## ACTIVITY
Reproduce each line from the records that holds "filter".
====== DATA FOR THIS TASK
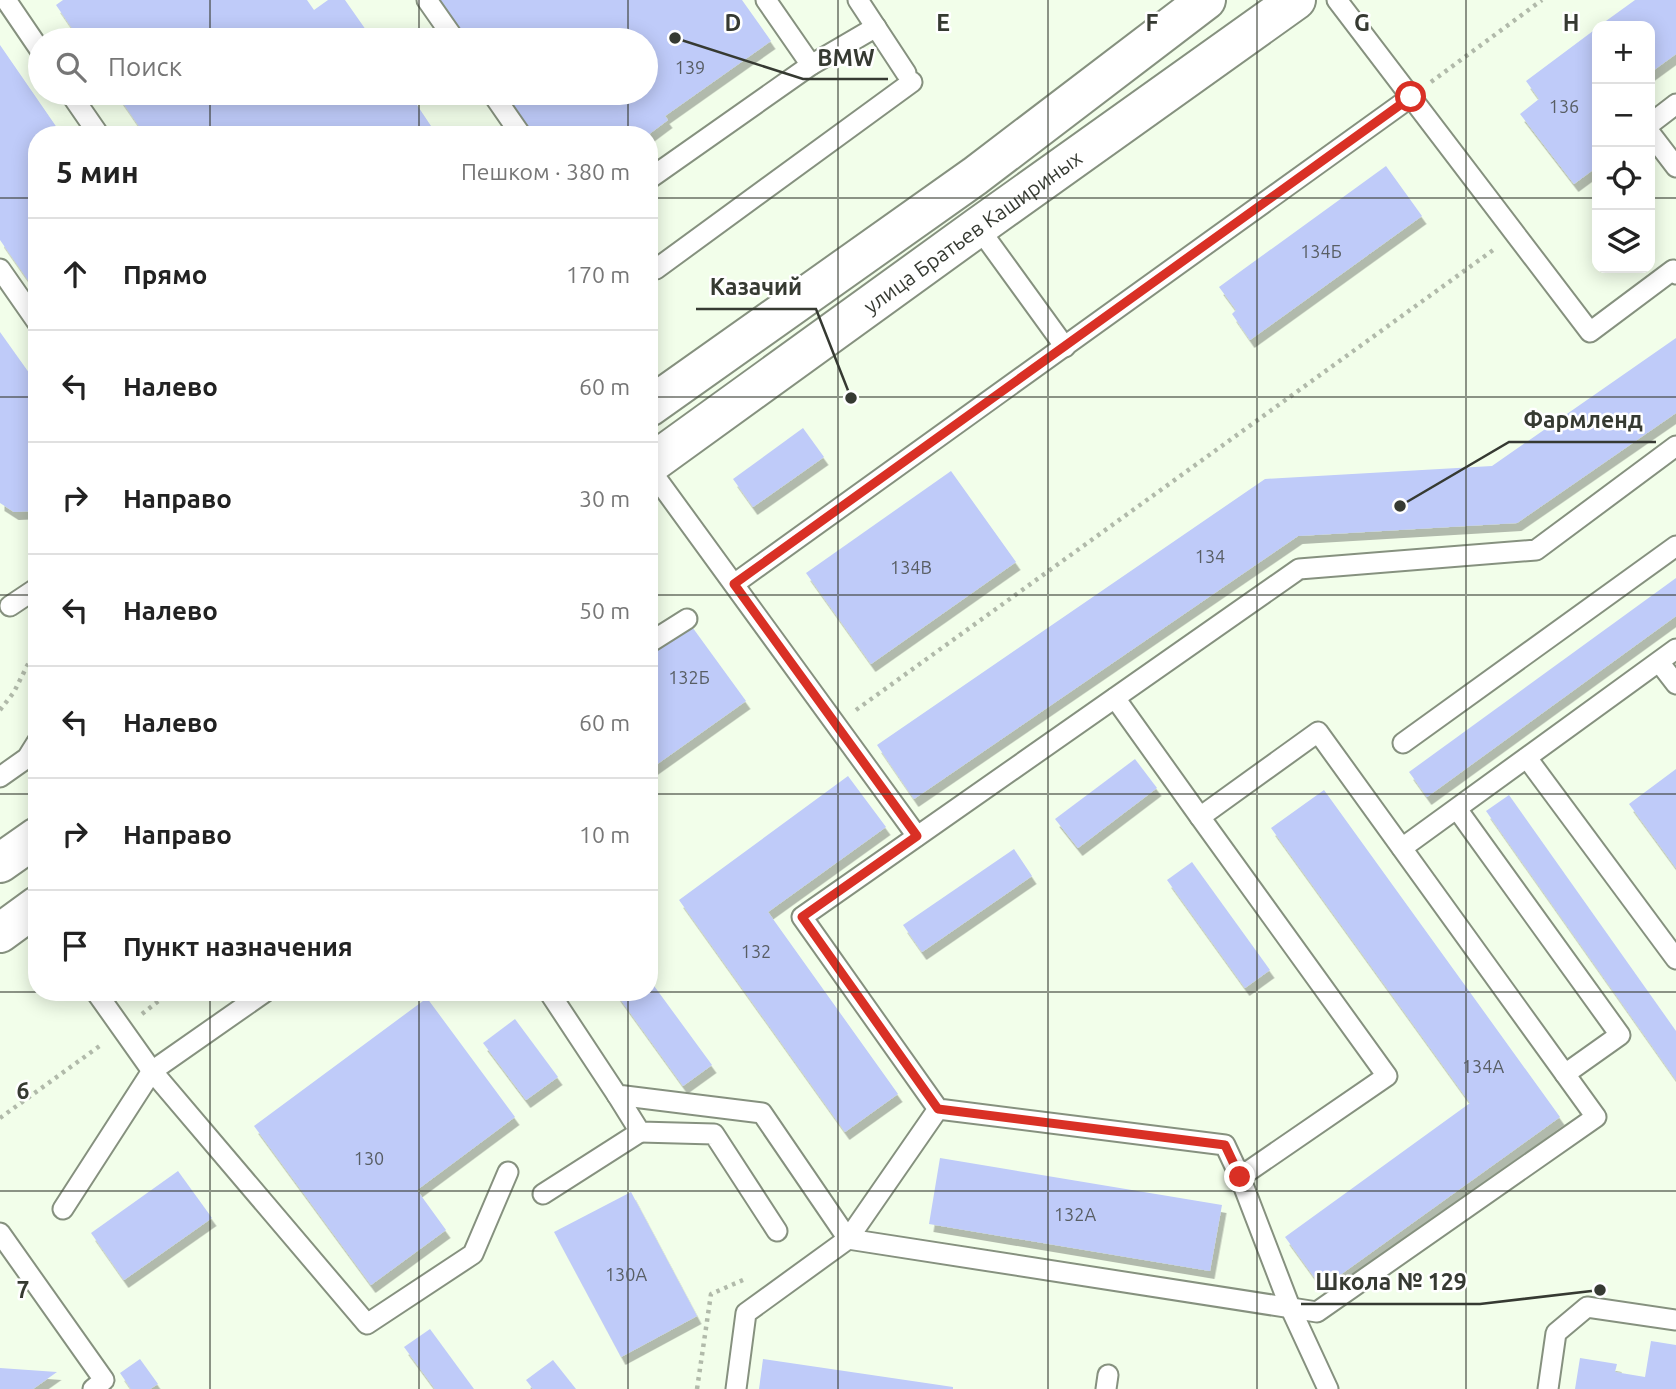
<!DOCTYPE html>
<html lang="ru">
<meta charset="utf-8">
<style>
body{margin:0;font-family:Ubuntu,sans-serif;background:#f6f6f6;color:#222}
.controls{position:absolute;right:21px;top:21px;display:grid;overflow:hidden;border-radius:14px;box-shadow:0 4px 18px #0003}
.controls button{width:63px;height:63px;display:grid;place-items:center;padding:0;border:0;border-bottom:2px solid #e0e0e0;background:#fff;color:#222;font:35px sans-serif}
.stop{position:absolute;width:21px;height:21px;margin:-16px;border:5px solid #d93025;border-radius:50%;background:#fff}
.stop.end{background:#d93025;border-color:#fff;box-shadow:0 2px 7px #0008}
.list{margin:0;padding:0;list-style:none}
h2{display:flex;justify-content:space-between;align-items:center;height:91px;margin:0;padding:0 28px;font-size:30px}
h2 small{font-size:23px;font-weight:400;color:#767676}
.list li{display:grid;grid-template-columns:46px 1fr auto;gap:21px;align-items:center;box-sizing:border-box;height:112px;padding:0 28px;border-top:2px solid #e0e0e0}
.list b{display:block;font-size:26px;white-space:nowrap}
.list em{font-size:23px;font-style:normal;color:#767676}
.icon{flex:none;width:38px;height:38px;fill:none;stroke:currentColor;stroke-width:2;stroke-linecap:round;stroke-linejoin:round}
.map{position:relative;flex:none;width:1676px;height:1389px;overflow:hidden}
.search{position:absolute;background:#fff;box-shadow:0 4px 18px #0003;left:28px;top:28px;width:630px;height:77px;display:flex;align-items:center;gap:18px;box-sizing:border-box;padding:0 24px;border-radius:38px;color:#767676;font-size:26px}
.panel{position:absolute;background:#fff;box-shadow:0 4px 18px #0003;left:28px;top:126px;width:630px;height:875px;border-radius:28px}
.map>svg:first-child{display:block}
</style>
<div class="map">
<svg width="1676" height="1389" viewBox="0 0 1676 1389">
<defs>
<filter id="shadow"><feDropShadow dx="4.5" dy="8" stdDeviation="0" flood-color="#0004"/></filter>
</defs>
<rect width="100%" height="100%" fill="#f2feea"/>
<g fill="#bfcbf9" filter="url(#shadow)">
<path d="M63,0H307L314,10L328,0H345L373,40H80L56,5Z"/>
<path d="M435,0H742L771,41L665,116L668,120L648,135H531L501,93H646V40H464Z"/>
<path d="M1635,0H1676V54L1650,73V26H1599Z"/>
<path d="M1597,28V167L1574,184L1520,114L1539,99L1526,81Z"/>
<path d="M0,45L62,135H37V293L0,240Z"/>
<path d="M116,93H409L437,135H145Z"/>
<path d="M1386,166L1422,216L1250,340L1232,314L1236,310L1219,287Z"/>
<path d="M0,332L37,384V511L14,512L0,503Z"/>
<path d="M1676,338V413L1517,523L1298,536L914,799L877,745L1265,479L1492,466Z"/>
<path d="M803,428L824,457L753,507L733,479Z"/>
<path d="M951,471L1016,562L871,664L806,573Z"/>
<path d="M1676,578V616L1427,797L1409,772Z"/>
<path d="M690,624L746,701L649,770V653Z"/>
<path d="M1135,759L1157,788L1078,848L1055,819Z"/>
<path d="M1676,769V868L1629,804Z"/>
<path d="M848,776L886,827L768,912L898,1094L845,1132L679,900Z"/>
<path d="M1324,790L1560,1117L1322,1288L1285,1237L1470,1103L1271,828Z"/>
<path d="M1509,795L1676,1031V1080L1486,811Z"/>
<path d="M1014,849L1032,876L922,952L903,925Z"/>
<path d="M1192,862L1270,970L1245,988L1167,880Z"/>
<path d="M649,979L712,1065L683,1086L615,992H649Z"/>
<path d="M427,998L515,1117L417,1190L446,1230L371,1285L254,1126Z"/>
<path d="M515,1019L558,1077L526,1100L483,1043Z"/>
<path d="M940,1158L1222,1205L1210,1271L929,1224Z"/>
<path d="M178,1171L212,1218L124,1280L91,1233Z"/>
<path d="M631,1192L697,1316L621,1357L554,1232Z"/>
<path d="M430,1329L474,1389H435L404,1347Z"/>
<path d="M1651,1341L1676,1345V1389H1575L1580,1358L1617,1364L1615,1372L1645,1377Z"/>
<path d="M140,1359L158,1384L150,1389H131L120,1373Z"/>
<path d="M763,1359L953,1387V1389H759Z"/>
<path d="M553,1360L576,1389H533L526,1380Z"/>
<path d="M0,1368L57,1372L33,1389H0Z"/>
</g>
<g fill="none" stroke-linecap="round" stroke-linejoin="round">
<g stroke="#86917f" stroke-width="23">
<g id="lane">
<path d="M6,0L40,50"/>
<path d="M427,0L455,40"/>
<path d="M766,0L811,65"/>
<path d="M858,0L906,73"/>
<path d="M1337,0L1590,332L1673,270L1676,274"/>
<path d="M70,93L99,135"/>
<path d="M492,93L521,135"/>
<path d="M1650,124L1676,104"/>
<path d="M1650,133L1676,167"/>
<path d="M649,179L811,65L876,27"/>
<path d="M978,227L1065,347"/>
<path d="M649,268L656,269L912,82"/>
<path d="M0,269L37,322"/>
<path d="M649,468L917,836"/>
<path d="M734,584L1411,97"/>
<path d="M10,606L37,588"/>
<path d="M649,643L687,619"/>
<path d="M1659,662L1676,684"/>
<path d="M1115,698L1200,817"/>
<path d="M1403,743L1676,546"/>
<path d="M1527,758L1676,959"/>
<path d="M0,777L27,758L37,742"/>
<path d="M1457,809L1620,1035L1565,1074"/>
<path d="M1402,848L1676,649"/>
<path d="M96,992L152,1071L367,1324L473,1254L508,1172"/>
<path d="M549,992L617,1095L762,1113L848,1239L1317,1312L1596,1117L1318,732L1200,817L1387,1076L1240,1177"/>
<path d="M617,1095L640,1132L714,1134L777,1231"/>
<path d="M543,1194L640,1132"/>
<path d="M63,1209L152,1071L265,992"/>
<path d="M0,1233L104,1380L93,1389"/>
<path d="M736,1389L746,1313L848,1239L938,1109"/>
<path d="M1106,1389L1108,1375"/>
<path d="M1328,1389L1290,1307L1240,1177L1225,1145L938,1109L802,917L1299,569L1536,550L1676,446"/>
<path d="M1548,1389L1556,1333L1587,1307L1676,1320"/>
</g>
</g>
<g stroke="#86917f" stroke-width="42">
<g id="secondary">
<path d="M649,407L975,176L1206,0"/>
<path id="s1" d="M649,465L978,227L1296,0"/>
<path d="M0,863L37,837"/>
<path d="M0,933L37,906"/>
</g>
</g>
<g stroke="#b1baaa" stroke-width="4.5" stroke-dasharray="3.5 5" stroke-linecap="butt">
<path d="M1431,82L1542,0"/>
<path d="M0,710L14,692L33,654L37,652"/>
<path d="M856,710L1496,248"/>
<path d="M142,1014L170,992"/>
<path d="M0,1118L101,1045"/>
<path d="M697,1389L711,1294L743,1280"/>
</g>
<use href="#lane" stroke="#fff" stroke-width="19"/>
<use href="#secondary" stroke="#fff" stroke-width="38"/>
</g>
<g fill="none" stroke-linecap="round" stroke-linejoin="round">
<path stroke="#d93025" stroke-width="9" d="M1240,1177L1225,1145L938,1109L802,917L917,836L734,584L1411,97"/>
</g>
<path fill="none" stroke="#363a32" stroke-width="2" stroke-opacity="0.55" d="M210,0V40M419,0V40M628,0V40M838,0V1389M1048,0V1389M1257,0V1389M1466,0V1389M210,93V135M419,93V135M628,93V135M0,198H37M649,198H1597M1650,198H1676M0,397H37M649,397H1676M0,595H37M649,595H1676M0,794H37M649,794H1676M0,992H37M210,992V1389M419,992V1389M628,992V1389M649,992H1676M0,1191H1676"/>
<g text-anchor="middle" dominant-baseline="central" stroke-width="5" stroke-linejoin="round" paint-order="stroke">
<g font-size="18" fill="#585e64">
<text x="690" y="67">139</text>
<text x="1564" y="106">136</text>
<text x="1321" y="251">134Б</text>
<text x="1210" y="556">134</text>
<text x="911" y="567">134В</text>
<text x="689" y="677">132Б</text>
<text x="756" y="951">132</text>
<text x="1483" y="1066">134А</text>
<text x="369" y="1158">130</text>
<text x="1075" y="1214">132А</text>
<text x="626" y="1274">130А</text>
</g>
<g font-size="21" fill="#363a32" stroke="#fff">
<text stroke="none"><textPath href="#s1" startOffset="399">улица Братьев Кашириных</textPath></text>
</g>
</g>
<g font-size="23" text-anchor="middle" font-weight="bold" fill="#363a32" stroke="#fff" stroke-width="5" stroke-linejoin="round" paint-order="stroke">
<text x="733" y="31">D</text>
<text x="943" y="31">E</text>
<text x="1152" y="31">F</text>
<text x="1362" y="31">G</text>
<text x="1571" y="31">H</text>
<text x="23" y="1099">6</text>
<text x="23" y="1298">7</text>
</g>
<path fill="none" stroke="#363a32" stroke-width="2.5" d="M675 38L803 79H888M851 398L816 309H696M1400 506L1509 442H1656M1600 1290L1480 1304H1301"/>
<g fill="#363a32" stroke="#fff" stroke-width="2.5">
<circle cx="675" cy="38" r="7"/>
<circle cx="851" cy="398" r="7"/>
<circle cx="1400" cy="506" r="7"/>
<circle cx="1600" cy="1290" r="7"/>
</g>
<g font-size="23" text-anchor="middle" font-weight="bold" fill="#363a32" stroke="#fff" stroke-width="5" stroke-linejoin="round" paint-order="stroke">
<text x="846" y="66">BMW</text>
<text x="756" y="295">Казачий</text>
<text x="1583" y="428">Фармленд</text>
<text x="1391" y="1290">Школа № 129</text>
</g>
</svg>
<div class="controls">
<button>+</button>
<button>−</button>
<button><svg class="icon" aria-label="locate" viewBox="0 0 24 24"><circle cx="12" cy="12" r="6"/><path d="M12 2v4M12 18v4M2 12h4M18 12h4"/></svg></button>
<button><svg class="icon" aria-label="layers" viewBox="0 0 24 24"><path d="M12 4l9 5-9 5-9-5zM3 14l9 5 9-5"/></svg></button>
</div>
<div class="stop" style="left:1411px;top:97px"></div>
<div class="stop end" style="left:1240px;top:1177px"></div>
<div class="search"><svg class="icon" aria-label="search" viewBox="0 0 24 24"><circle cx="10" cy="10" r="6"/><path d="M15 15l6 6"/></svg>Поиск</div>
<section class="panel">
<h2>5 мин<small>Пешком · 380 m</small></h2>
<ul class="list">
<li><svg class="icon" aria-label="ahead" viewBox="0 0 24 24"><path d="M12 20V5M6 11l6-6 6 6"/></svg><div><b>Прямо</b></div><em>170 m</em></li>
<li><svg class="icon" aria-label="left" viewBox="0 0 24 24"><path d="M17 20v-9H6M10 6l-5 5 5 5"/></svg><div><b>Налево</b></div><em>60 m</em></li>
<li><svg class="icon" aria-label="right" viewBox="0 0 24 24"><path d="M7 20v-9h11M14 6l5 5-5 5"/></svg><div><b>Направо</b></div><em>30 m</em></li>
<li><svg class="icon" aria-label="left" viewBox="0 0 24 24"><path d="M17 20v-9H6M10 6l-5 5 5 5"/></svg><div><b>Налево</b></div><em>50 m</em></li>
<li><svg class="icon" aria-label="left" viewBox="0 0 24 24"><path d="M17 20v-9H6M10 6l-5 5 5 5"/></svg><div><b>Налево</b></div><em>60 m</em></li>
<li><svg class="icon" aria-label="right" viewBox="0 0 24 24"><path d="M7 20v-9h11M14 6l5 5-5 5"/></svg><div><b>Направо</b></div><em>10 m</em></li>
<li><svg class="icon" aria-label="arrive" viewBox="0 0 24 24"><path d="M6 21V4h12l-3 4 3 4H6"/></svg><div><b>Пункт назначения</b></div></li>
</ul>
</section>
</div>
============
## RESULT OF THIS EXERCISE
<filter id="shadow"><feDropShadow dx="4.5" dy="8" stdDeviation="0" flood-color="#0004"/></filter>
<g fill="#bfcbf9" filter="url(#shadow)">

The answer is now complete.